Task statement: Report all lines of the data below that hold the word "rows".

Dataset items
== Segment start ==
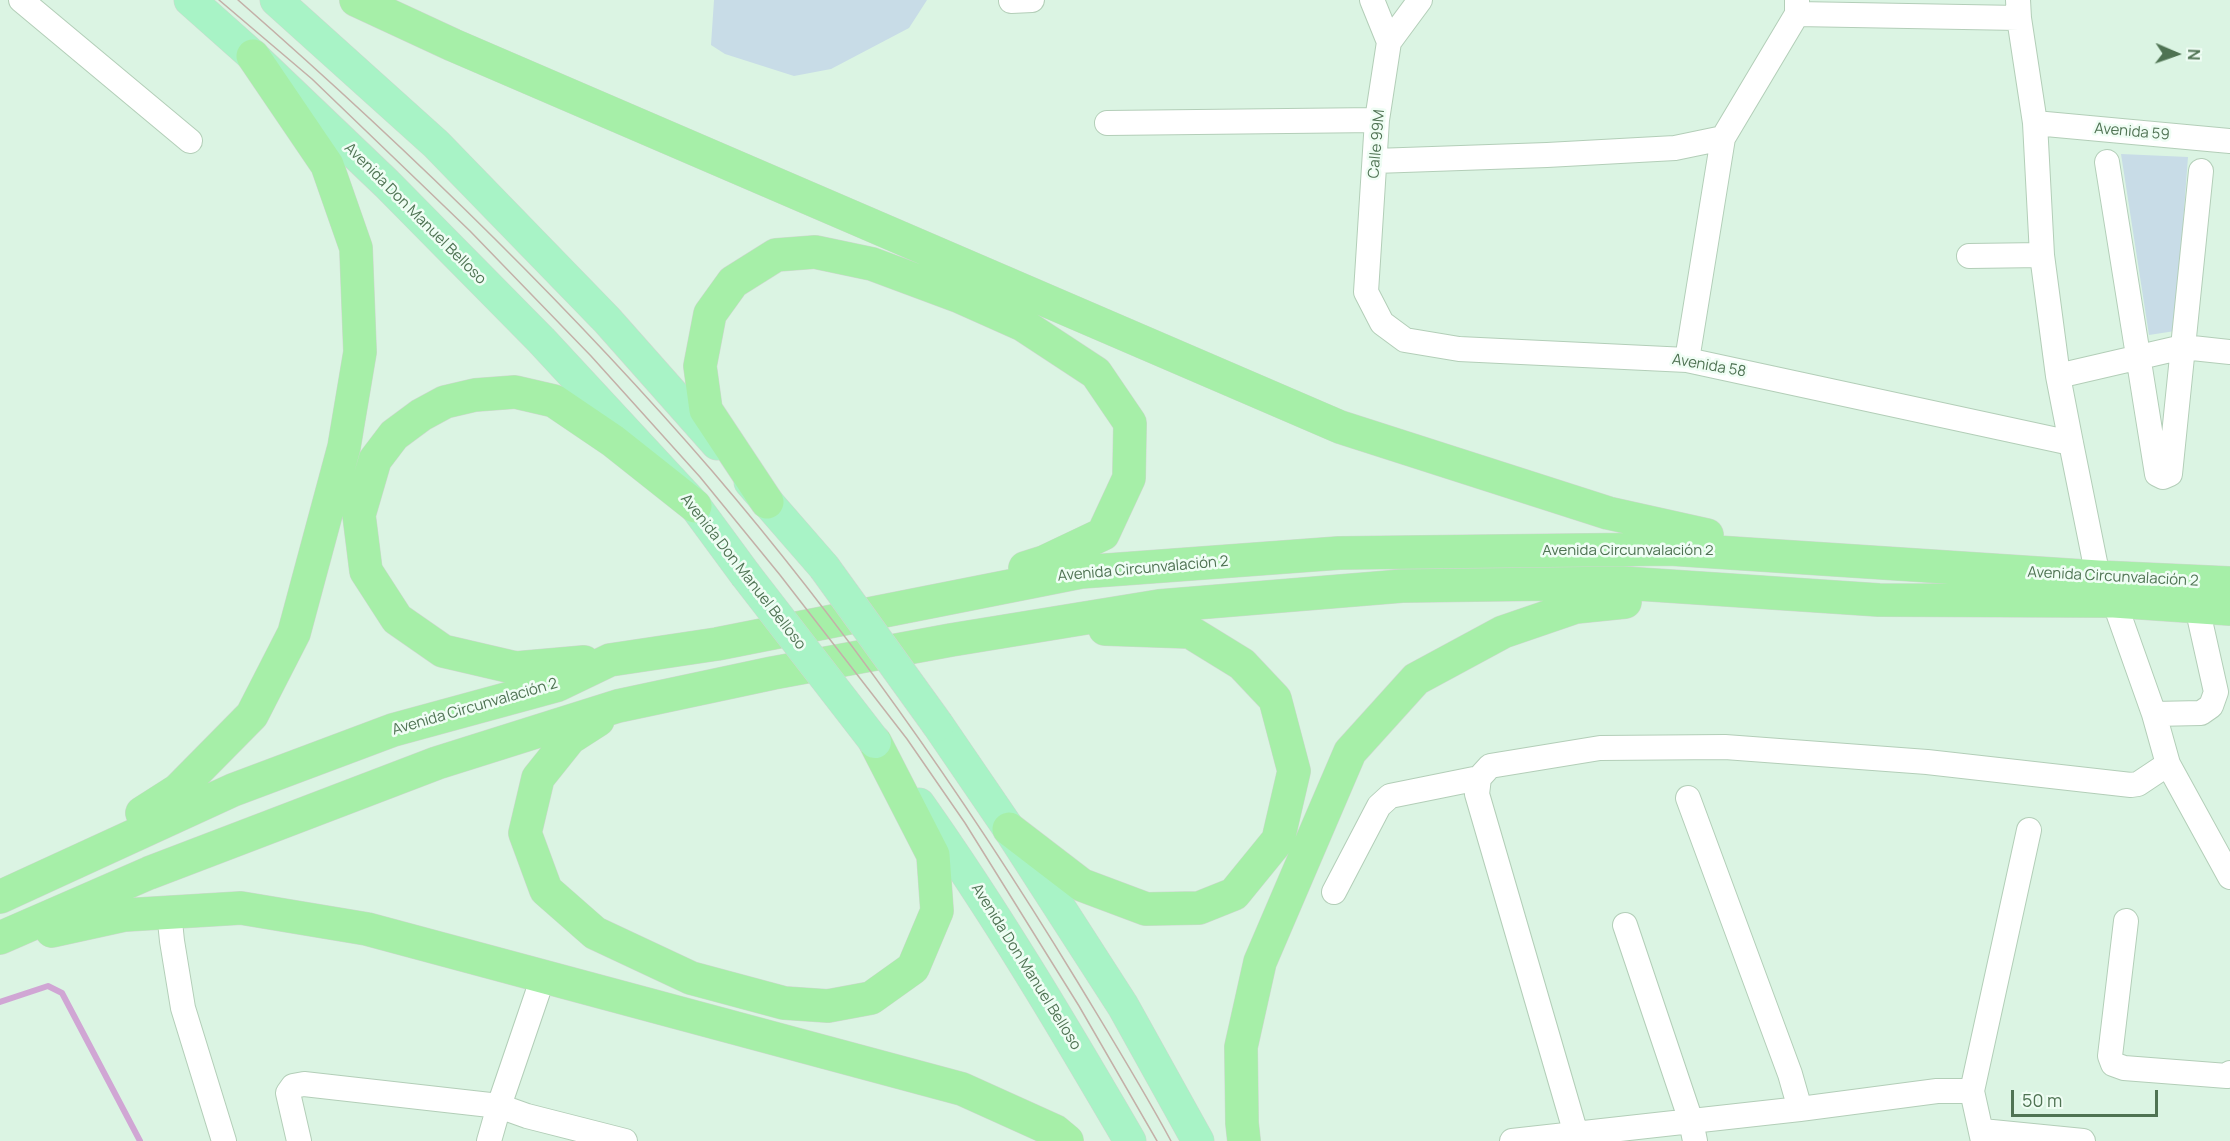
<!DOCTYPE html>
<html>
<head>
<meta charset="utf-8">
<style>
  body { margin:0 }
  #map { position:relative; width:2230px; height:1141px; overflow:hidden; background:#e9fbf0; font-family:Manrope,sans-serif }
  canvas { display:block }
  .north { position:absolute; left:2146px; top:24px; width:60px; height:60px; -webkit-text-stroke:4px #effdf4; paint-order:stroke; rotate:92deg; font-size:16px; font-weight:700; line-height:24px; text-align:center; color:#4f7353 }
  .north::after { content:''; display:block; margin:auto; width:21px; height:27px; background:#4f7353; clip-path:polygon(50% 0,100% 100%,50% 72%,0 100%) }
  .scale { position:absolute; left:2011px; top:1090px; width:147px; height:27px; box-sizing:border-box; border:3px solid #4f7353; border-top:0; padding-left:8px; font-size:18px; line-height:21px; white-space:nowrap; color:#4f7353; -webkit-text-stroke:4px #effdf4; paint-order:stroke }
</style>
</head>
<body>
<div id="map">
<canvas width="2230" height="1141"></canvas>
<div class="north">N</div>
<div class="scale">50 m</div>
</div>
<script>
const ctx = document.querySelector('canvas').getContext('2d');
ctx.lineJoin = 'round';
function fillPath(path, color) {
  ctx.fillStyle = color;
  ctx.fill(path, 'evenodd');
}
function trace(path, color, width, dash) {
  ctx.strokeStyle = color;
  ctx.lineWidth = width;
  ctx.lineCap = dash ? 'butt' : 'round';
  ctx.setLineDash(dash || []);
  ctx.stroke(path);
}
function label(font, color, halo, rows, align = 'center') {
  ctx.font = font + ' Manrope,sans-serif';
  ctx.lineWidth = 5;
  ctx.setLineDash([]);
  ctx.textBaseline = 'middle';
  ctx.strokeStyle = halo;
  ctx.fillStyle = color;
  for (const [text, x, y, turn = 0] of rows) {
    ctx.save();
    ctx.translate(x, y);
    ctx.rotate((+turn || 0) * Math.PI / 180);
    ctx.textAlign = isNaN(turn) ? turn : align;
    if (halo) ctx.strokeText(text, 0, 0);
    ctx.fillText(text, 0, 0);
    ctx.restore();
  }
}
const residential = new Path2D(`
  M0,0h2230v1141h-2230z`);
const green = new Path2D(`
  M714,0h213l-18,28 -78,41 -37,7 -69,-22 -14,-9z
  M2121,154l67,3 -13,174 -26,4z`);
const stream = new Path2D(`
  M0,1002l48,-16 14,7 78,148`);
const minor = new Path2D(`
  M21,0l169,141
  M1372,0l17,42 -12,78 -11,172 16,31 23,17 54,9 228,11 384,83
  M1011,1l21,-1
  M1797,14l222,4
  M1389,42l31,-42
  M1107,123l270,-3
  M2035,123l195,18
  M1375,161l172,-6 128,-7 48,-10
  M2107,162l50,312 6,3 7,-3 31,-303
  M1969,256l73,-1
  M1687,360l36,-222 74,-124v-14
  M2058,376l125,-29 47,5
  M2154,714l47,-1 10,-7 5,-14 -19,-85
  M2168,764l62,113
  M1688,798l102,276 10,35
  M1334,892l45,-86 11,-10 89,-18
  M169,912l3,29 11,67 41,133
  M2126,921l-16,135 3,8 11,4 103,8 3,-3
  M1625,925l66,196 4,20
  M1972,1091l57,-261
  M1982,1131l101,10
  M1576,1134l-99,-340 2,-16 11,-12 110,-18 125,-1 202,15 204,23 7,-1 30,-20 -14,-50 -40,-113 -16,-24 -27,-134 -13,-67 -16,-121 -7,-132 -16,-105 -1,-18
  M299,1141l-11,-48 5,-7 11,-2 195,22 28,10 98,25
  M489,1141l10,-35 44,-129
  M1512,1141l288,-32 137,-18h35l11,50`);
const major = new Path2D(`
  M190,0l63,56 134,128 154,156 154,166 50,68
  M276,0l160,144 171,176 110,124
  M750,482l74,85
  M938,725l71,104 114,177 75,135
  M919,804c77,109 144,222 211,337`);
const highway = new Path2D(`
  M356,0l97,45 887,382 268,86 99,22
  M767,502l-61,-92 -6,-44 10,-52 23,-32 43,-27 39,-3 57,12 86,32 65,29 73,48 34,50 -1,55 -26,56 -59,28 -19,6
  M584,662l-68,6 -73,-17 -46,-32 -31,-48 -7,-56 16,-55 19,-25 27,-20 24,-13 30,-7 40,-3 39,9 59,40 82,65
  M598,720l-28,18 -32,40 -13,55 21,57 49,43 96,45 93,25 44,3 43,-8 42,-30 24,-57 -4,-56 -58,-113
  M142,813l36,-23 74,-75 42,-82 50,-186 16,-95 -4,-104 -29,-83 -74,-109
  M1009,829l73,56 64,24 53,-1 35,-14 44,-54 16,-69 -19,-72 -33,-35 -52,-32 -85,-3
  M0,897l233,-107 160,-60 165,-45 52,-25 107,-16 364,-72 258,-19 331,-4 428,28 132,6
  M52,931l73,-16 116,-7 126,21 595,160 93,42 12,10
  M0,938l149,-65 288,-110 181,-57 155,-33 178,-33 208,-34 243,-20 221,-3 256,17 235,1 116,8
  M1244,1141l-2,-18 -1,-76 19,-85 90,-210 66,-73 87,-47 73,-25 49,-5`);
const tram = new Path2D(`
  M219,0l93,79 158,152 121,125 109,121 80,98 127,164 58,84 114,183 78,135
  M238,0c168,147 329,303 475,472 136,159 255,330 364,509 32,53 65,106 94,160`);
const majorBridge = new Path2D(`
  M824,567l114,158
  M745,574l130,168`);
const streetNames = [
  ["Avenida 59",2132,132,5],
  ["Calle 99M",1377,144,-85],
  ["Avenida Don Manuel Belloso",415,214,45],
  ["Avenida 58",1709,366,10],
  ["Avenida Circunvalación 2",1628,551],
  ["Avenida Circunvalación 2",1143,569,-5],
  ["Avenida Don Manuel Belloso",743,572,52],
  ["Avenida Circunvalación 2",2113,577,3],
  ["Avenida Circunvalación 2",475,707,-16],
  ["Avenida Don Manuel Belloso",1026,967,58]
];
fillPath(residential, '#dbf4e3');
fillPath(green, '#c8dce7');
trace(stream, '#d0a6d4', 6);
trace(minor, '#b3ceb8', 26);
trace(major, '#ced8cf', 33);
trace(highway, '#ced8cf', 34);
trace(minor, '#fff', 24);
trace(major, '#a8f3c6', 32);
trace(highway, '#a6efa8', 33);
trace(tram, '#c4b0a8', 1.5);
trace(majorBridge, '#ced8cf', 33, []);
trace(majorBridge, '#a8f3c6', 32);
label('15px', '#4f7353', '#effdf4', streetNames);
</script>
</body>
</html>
== Segment end ==
== Segment start ==
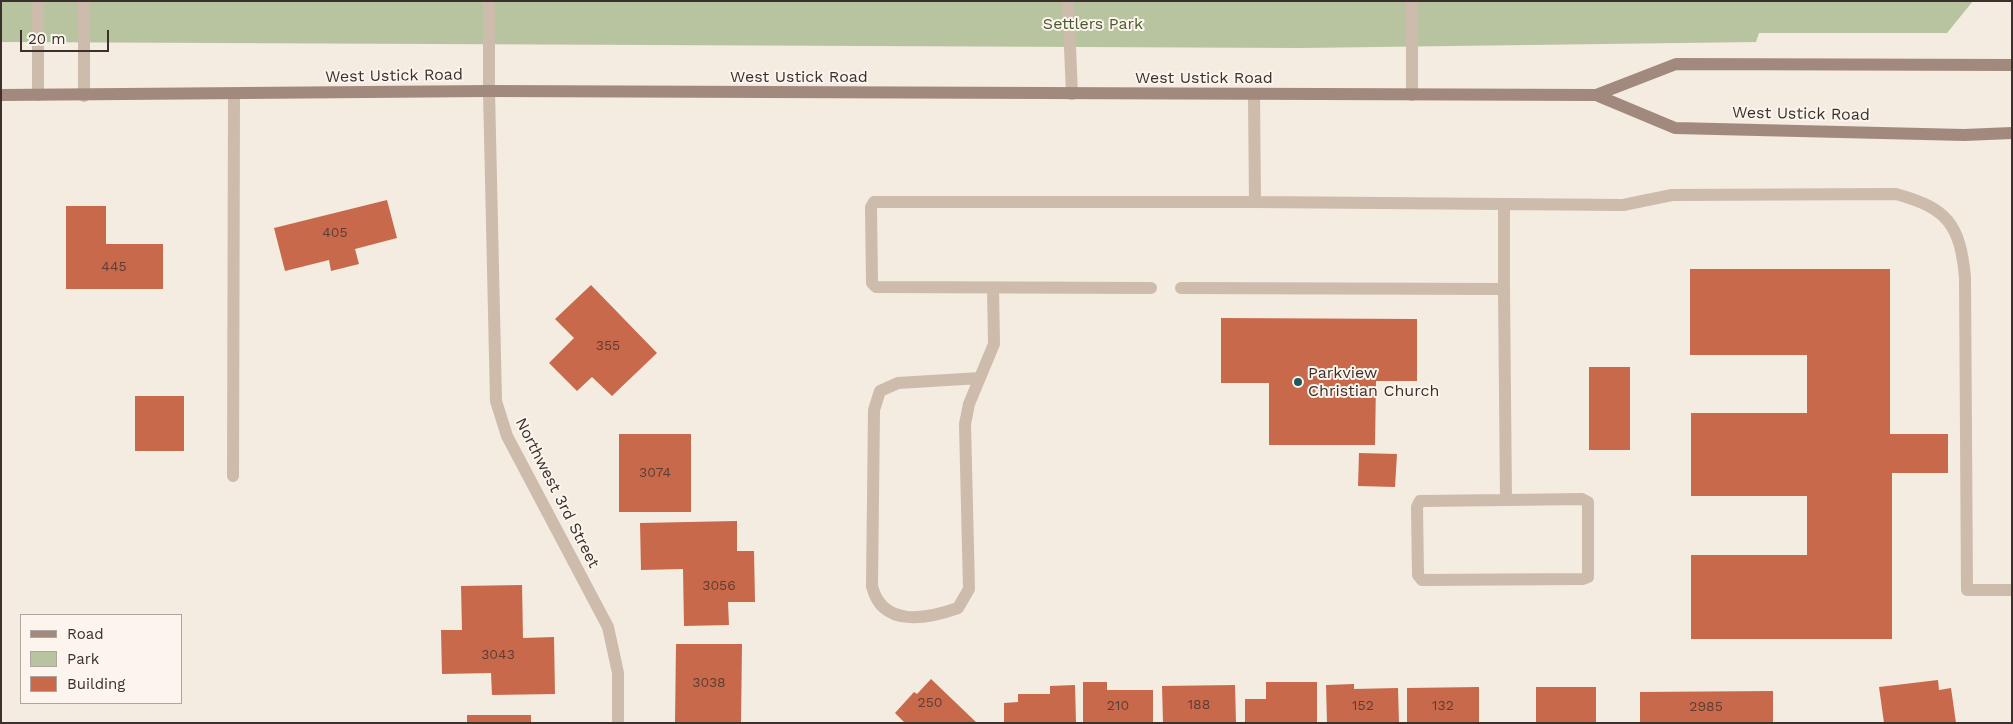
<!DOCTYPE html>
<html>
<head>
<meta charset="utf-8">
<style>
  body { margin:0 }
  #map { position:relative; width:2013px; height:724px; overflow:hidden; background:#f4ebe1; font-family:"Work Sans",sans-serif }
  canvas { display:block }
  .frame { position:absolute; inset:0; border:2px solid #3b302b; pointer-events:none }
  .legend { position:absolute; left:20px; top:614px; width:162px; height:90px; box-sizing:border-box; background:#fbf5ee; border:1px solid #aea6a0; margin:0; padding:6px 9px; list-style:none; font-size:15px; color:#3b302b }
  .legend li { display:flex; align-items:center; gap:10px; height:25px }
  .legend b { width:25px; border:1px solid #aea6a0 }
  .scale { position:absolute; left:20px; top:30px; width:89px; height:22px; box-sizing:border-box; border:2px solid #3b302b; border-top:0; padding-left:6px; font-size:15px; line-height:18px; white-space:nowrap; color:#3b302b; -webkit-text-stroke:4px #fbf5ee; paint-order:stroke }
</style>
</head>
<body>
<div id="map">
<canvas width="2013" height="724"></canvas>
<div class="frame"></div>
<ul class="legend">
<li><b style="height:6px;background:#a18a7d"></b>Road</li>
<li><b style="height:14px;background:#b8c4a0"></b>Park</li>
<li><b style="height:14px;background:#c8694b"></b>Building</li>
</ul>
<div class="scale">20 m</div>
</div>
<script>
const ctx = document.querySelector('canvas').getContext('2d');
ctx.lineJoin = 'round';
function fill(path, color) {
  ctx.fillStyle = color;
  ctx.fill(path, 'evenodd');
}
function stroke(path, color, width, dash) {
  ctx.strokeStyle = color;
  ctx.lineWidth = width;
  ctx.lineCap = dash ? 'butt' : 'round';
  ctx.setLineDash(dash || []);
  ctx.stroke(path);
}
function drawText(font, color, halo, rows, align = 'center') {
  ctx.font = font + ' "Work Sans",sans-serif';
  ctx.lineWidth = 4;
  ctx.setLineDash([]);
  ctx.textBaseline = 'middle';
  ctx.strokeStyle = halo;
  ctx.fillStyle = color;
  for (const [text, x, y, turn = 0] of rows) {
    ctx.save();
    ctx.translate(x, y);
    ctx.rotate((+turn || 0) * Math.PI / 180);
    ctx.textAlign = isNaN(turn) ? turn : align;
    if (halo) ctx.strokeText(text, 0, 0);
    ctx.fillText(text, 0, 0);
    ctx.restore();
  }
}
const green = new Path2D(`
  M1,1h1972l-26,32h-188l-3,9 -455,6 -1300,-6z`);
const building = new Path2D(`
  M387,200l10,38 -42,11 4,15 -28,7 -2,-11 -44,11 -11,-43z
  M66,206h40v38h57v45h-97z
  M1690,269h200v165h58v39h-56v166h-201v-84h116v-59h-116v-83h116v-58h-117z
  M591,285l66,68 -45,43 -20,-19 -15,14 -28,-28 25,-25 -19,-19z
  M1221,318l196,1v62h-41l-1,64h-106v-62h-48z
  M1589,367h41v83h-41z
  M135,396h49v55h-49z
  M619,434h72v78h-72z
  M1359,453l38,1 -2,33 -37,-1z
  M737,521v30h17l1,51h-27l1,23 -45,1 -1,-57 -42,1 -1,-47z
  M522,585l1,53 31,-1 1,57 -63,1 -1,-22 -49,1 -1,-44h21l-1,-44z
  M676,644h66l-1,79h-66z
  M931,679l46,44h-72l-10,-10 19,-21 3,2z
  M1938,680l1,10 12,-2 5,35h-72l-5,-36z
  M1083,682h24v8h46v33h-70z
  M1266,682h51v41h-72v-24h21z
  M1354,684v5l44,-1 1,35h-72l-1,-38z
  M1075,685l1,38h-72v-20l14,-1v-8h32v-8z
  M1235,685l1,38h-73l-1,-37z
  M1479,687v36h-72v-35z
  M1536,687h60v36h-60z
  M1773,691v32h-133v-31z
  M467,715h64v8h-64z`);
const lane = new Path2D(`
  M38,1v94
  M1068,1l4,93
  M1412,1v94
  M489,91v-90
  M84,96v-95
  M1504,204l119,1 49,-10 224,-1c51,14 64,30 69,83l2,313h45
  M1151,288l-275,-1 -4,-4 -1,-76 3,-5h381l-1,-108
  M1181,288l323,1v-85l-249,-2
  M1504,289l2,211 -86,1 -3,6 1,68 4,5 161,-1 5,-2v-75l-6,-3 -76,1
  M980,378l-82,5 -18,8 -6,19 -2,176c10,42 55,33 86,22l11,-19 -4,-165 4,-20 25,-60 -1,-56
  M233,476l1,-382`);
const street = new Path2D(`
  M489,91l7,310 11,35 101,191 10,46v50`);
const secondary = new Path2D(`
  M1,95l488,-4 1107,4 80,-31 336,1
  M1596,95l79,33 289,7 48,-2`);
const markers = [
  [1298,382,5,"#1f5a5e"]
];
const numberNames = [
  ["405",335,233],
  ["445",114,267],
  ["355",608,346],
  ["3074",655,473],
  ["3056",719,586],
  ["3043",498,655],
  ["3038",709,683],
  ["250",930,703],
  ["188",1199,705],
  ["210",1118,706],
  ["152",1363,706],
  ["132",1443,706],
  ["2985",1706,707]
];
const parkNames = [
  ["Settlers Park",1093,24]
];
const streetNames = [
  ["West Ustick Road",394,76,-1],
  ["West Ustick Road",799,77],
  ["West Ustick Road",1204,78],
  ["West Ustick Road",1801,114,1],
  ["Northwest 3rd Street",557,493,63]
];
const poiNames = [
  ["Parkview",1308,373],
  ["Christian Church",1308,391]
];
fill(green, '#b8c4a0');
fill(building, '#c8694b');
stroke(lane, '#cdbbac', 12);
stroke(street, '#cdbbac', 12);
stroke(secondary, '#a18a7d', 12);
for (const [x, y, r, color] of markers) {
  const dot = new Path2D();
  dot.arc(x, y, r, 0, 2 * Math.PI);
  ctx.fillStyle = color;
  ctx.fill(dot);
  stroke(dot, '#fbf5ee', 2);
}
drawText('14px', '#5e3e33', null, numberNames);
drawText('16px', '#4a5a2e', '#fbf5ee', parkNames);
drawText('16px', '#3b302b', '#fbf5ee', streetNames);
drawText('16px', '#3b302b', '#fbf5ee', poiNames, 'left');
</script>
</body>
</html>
== Segment end ==
Solution to the exercise:
function label(font, color, halo, rows, align = 'center') {
  for (const [text, x, y, turn = 0] of rows) {
function drawText(font, color, halo, rows, align = 'center') {
  for (const [text, x, y, turn = 0] of rows) {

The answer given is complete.